(cross-posted to squid-users for more minds looking at the problem)
How does one get around the discrepancy caused by IP-based versus name-based
cache object storage when working in a hierarchy of mixed transparent and
proxy-based caches?
As a prime example, if I have a transparent cache implemented at my site,
that means that every object I have a theoretical object in my cache "looks"

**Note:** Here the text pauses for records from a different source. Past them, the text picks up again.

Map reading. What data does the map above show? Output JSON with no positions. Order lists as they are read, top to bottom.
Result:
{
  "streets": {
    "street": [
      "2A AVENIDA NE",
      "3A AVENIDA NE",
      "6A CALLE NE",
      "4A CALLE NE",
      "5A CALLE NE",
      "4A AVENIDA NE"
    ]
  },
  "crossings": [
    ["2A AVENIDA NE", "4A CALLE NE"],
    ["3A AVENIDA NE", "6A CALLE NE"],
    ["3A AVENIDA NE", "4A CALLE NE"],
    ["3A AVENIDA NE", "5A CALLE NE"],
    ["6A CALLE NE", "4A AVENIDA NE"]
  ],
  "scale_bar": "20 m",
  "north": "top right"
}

like this after a transparently-delivered request (forgive my word wrapping):
--------
856211777.474 2205 206.131.27.68 TCP_MISS/200 1415 GET
http://206.79.203.152/news.html - DIRECT/206.79.203.152 text/html
--------
Now, if someone on my network has their browser "correctly" configured to
use my cache as a proxy, the will create a request that looks like this:
--------
856211822.733 5362 206.205.169.42 TCP_MISS/200 1415 GET
http://www.softwareforum.org/news.html - DIRECT/www.softwareforum.org
text/html
--------
So I have two different "objects" that contain the exact same data, but
their pointers are going to be different, and they'll take up disk space
twice in my cache.
I know how I can get this to work in a "broken" fashion - by putting an
"intercept" routine in my squid cache in front of proxy requests and turning
the name into a number, I can store things consistiently by number within the
cache. However, that may be seen as a sub-optimal solution. (Discussions of
RFC compliance with transparent proxy servers will be left out of this
message, though that war may force itself into any replies...)
I _could_ theoretically do an inverse lookup on the IP address, check to see
if it has a comparable forward (eg: is it correctly in-addr'ed?) and then
store based on the resultant name if successful. However, this also is
sub-optimal, since many web servers do not have inverses correctly
provisioned (eg: look at www.netscape.com's broken inverses as a glaring case
in point.)
Further complicating the matter, and this is the real heart of my question:
How do you communicate with a cache hierarchy of mixed-method caches?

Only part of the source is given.